Below are request headers, which play an important role in this content negotiation process:

1. Accept: Used by client to indicate the media type preference.

- JSON (application/json)

- XML (application/xml).

2. Accept-Charset: Used by client to indicate character set preference.

- UTF-8 or UTF-16.

3. Accept-Encoding: Used by client to indicate content encoding preference.

- gzip or deflate.

4. Accept-Language: Used by client to indicate language preferences

- en-us and other languages.

In one of our previous article we discussed about content negotiation, but only for media-type. But, content negotiation contain more than that like encoding, language and character set.

Let's dive into it.

First let's set-up a sample application to use in this article:

#1. Create a new ASP.NET MVC 4 project and name it as SampleWebApi.

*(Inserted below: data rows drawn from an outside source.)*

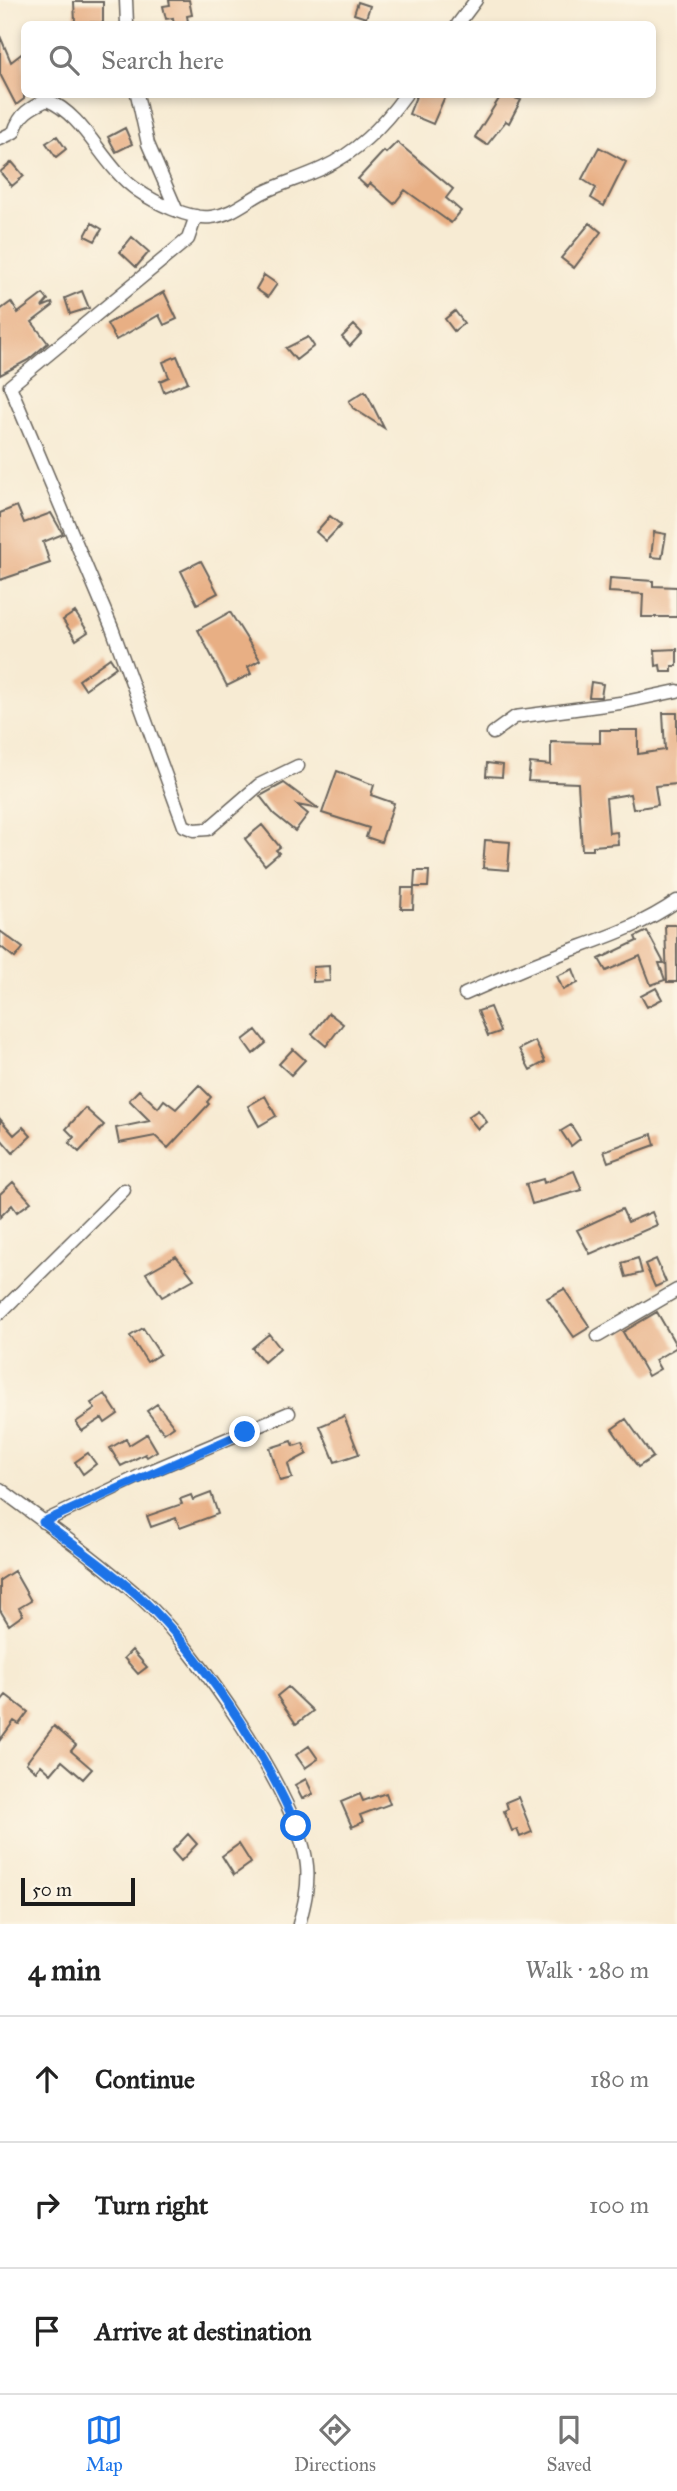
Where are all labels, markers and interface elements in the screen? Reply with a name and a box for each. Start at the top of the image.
search box [21,21,656,98]
icon: search [45,41,83,79]
text: Search here [101,44,224,76]
route end [229,1416,260,1447]
route start [280,1810,311,1841]
scale bar [21,1875,135,1907]
text: 50 m [32,1878,72,1901]
text: 4 min [28,1952,101,1988]
text: Walk · 280 m [525,1956,649,1984]
icon: ahead [28,2060,66,2098]
text: Continue [95,2063,195,2095]
text: 180 m [590,2065,649,2093]
icon: right [28,2186,66,2224]
text: Turn right [95,2189,208,2221]
text: 100 m [589,2191,649,2219]
icon: arrive [28,2312,66,2350]
text: Arrive at destination [95,2315,312,2347]
tab: Map [85,2411,123,2476]
tab: Directions [294,2411,376,2476]
tab: Saved [547,2411,592,2476]

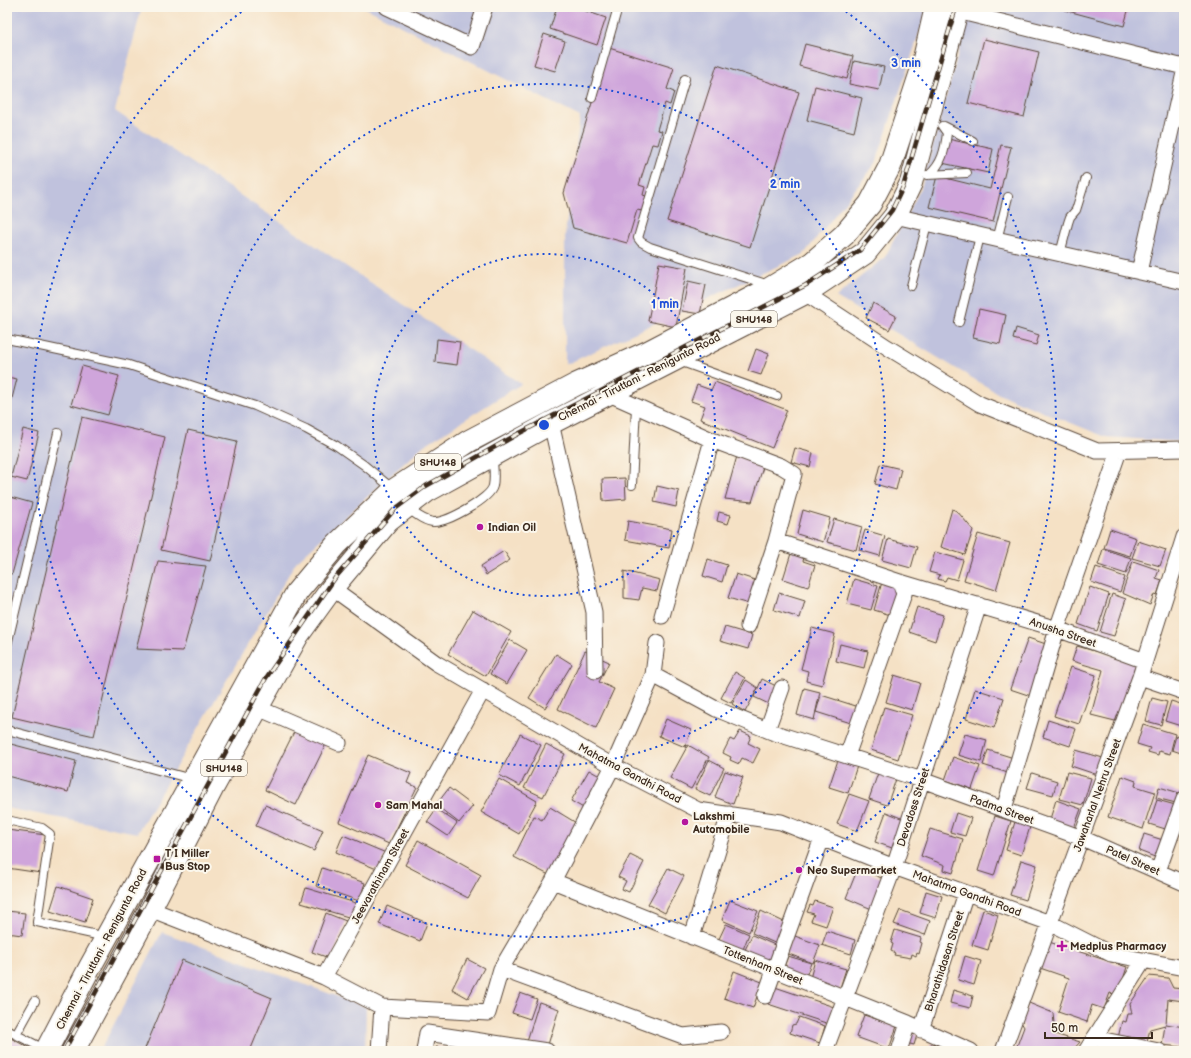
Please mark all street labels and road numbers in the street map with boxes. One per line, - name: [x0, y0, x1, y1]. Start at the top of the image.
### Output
- road number: SHU148: [731, 311, 777, 327]
- street label: Chennai - Tiruttani - Renigunta Road: [556, 331, 723, 424]
- road number: SHU148: [415, 454, 461, 470]
- street label: Anusha Street: [1028, 615, 1098, 650]
- street label: Jawaharlal Nehru Street: [1071, 736, 1124, 854]
- street label: Mahatma Gandhi Road: [576, 741, 684, 806]
- road number: SHU148: [201, 760, 247, 776]
- street label: Devadoss Street: [895, 766, 933, 848]
- street label: Padma Street: [968, 792, 1036, 827]
- street label: Jeevarathinam Street: [349, 826, 412, 926]
- street label: Patel Street: [1104, 843, 1162, 878]
- street label: Chennai - Tiruttani - Renigunta Road: [53, 867, 150, 1032]
- street label: Mahatma Gandhi Road: [911, 868, 1023, 919]
- street label: Bharathidasan Street: [922, 909, 967, 1013]
- street label: Tottenham Street: [721, 943, 805, 988]

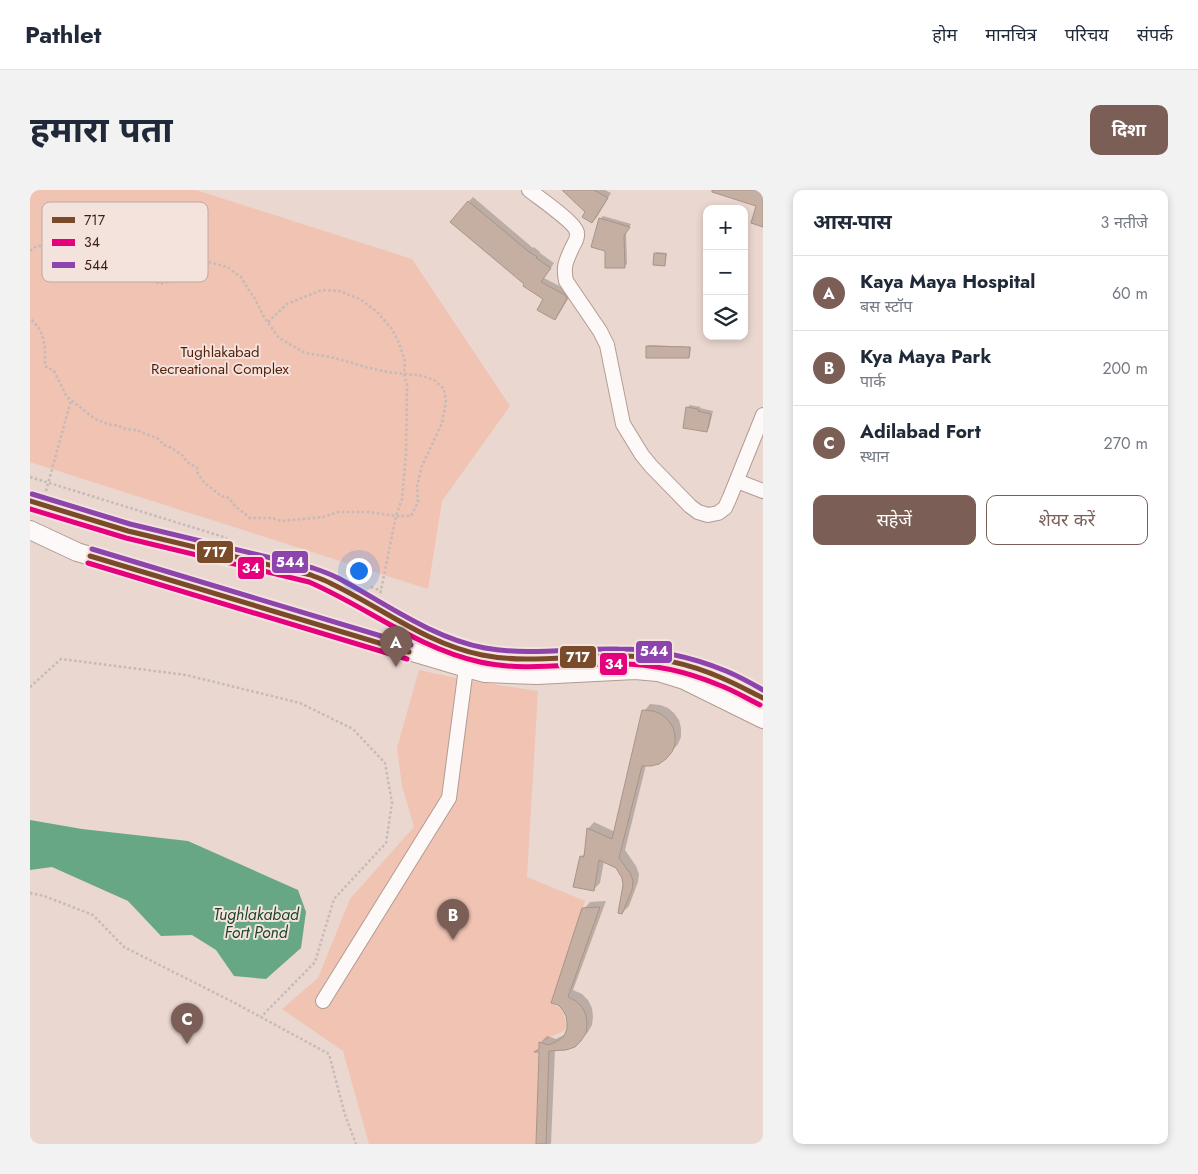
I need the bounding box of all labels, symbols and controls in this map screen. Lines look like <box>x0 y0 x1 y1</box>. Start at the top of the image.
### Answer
text: Pathlet <box>25 17 101 52</box>
text: होम <box>932 22 957 48</box>
text: मानचित्र <box>985 22 1037 48</box>
text: परिचय <box>1065 22 1109 48</box>
text: संपर्क <box>1137 22 1173 48</box>
text: हमारा पता <box>30 105 173 155</box>
button: दिशा <box>1090 105 1168 155</box>
legend <box>42 202 208 282</box>
map controls <box>703 205 748 340</box>
button: + <box>703 205 748 250</box>
text: आस-पास <box>813 207 892 237</box>
text: 717 <box>84 210 106 230</box>
text: 3 नतीजे <box>1100 211 1148 234</box>
text: 34 <box>84 232 100 252</box>
button: − <box>703 250 748 295</box>
text: 544 <box>84 255 108 275</box>
text: Kaya Maya Hospital <box>860 268 1035 295</box>
text: A <box>823 282 835 305</box>
text: 60 m <box>1112 282 1148 305</box>
button: layers <box>703 295 748 340</box>
text: बस स्टॉप <box>860 295 912 318</box>
park label: Tughlakabad Recreational Complex <box>151 341 290 380</box>
text: Kya Maya Park <box>860 343 991 370</box>
text: B <box>824 357 834 380</box>
text: 200 m <box>1102 357 1148 380</box>
text: पार्क <box>860 370 886 393</box>
text: Adilabad Fort <box>860 418 981 445</box>
text: C <box>823 432 835 455</box>
text: 270 m <box>1104 432 1148 455</box>
text: स्थान <box>860 445 889 468</box>
button: सहेजें <box>813 495 976 545</box>
button: शेयर करें <box>986 495 1148 545</box>
line badge: 717 <box>196 540 234 564</box>
text: 717 <box>203 542 228 562</box>
line badge: 544 <box>271 550 309 574</box>
text: 544 <box>276 552 305 572</box>
line badge: 34 <box>237 556 265 580</box>
text: 34 <box>242 558 260 578</box>
your location <box>346 558 372 584</box>
pin: A <box>380 626 412 667</box>
line badge: 544 <box>635 640 673 664</box>
text: 544 <box>640 641 669 661</box>
line badge: 717 <box>559 645 597 669</box>
text: 717 <box>566 647 591 667</box>
line badge: 34 <box>599 652 628 676</box>
text: 34 <box>605 654 623 674</box>
pin: B <box>437 899 469 940</box>
water label: Tughlakabad Fort Pond <box>213 903 300 944</box>
pin: C <box>171 1003 203 1044</box>

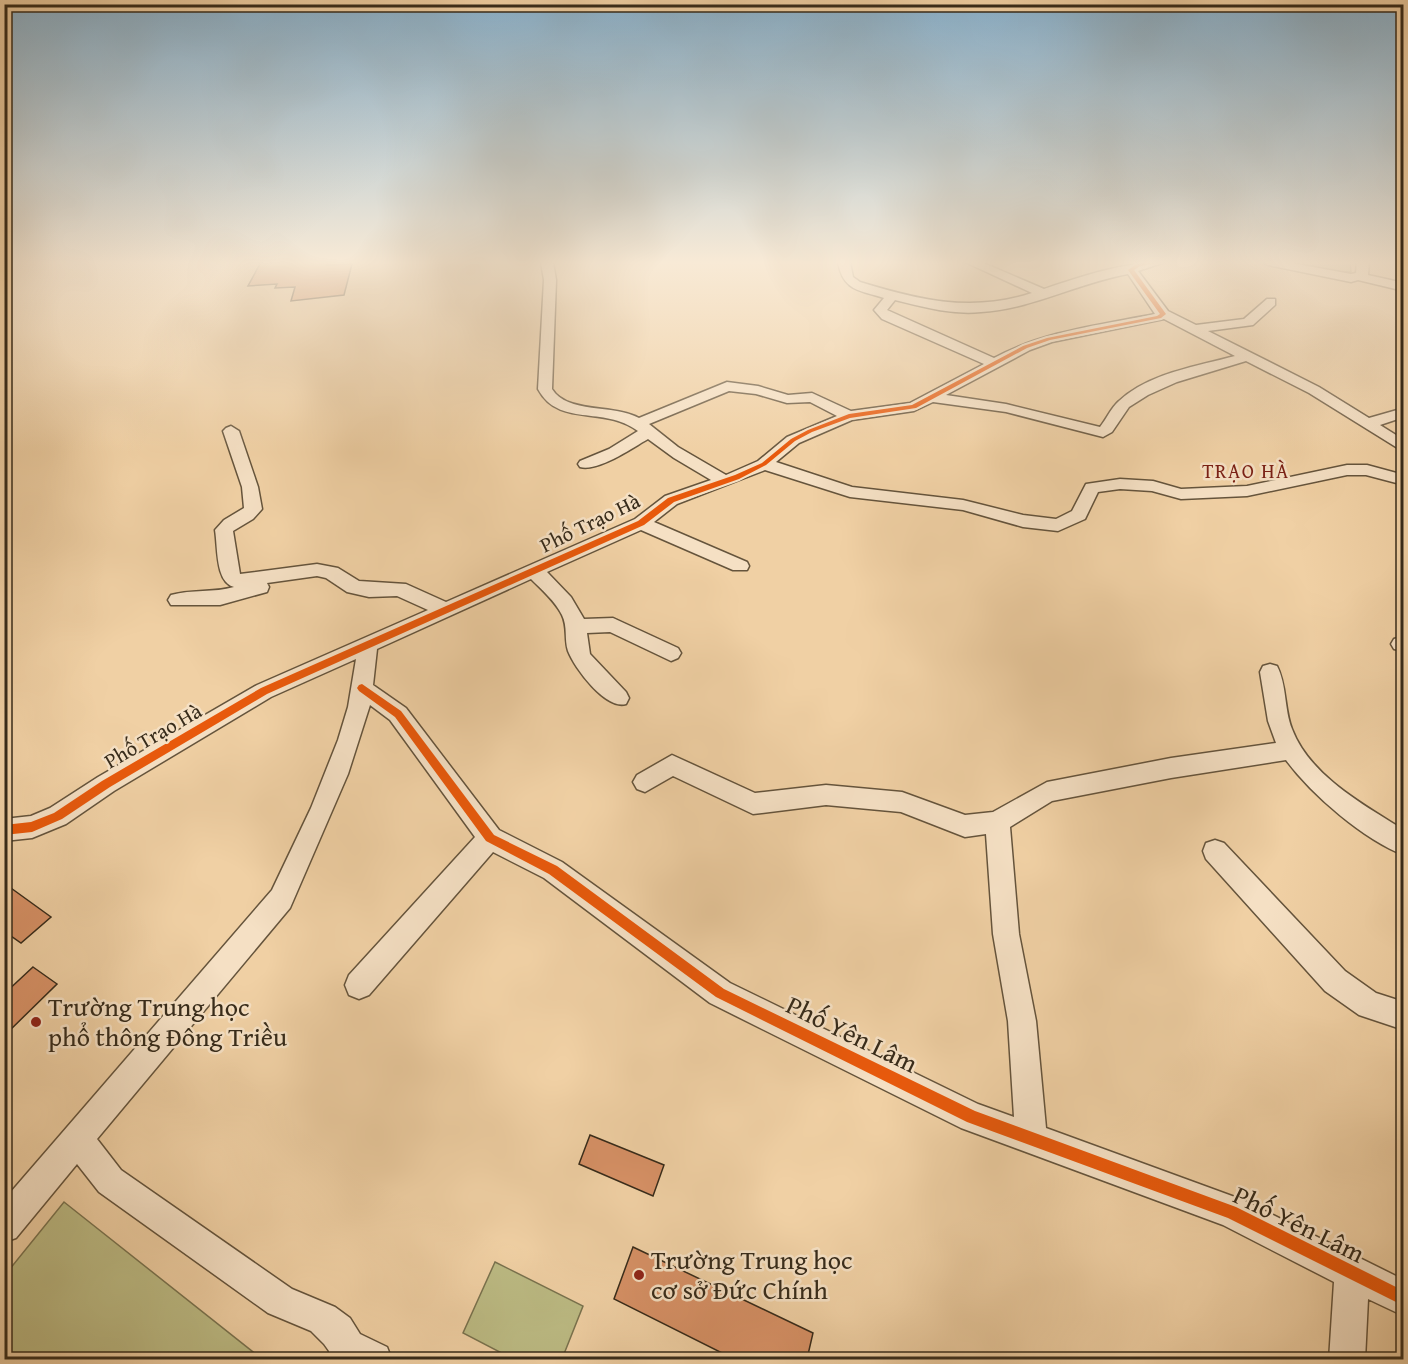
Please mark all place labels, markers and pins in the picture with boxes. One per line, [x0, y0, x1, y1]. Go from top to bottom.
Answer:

#2. Let's add a class(model) as Team under Models folder and some properties to this class:

public class Team
{
public int Id { get; set; }
public string Title { get; set; }
public string Owner { get; set; }
}

#3. Let's add a new controller as TeamsController, add some hard-coded team details and add that in a list. Add this list to TeamsController class, which can be used as our teams resource.

private static IList<Team> _teams = new List<Team>
{
new Team
{
Id = 100,
Title = "Team 100",
Owner = "Owner 100"
},
new Team
{
Id = 101,
Title = "Team 101",
Owner = "Owner 101"
},
// Add more teams
};

#4. Time for implementing one action method, which we will use in this article.

// GET api/teams/100
public Team Get(int id)
{
return _teams.First(t => t.Id == id);
}

#5. Ok, now press F5(run it) and open Fiddler and fire-up a request.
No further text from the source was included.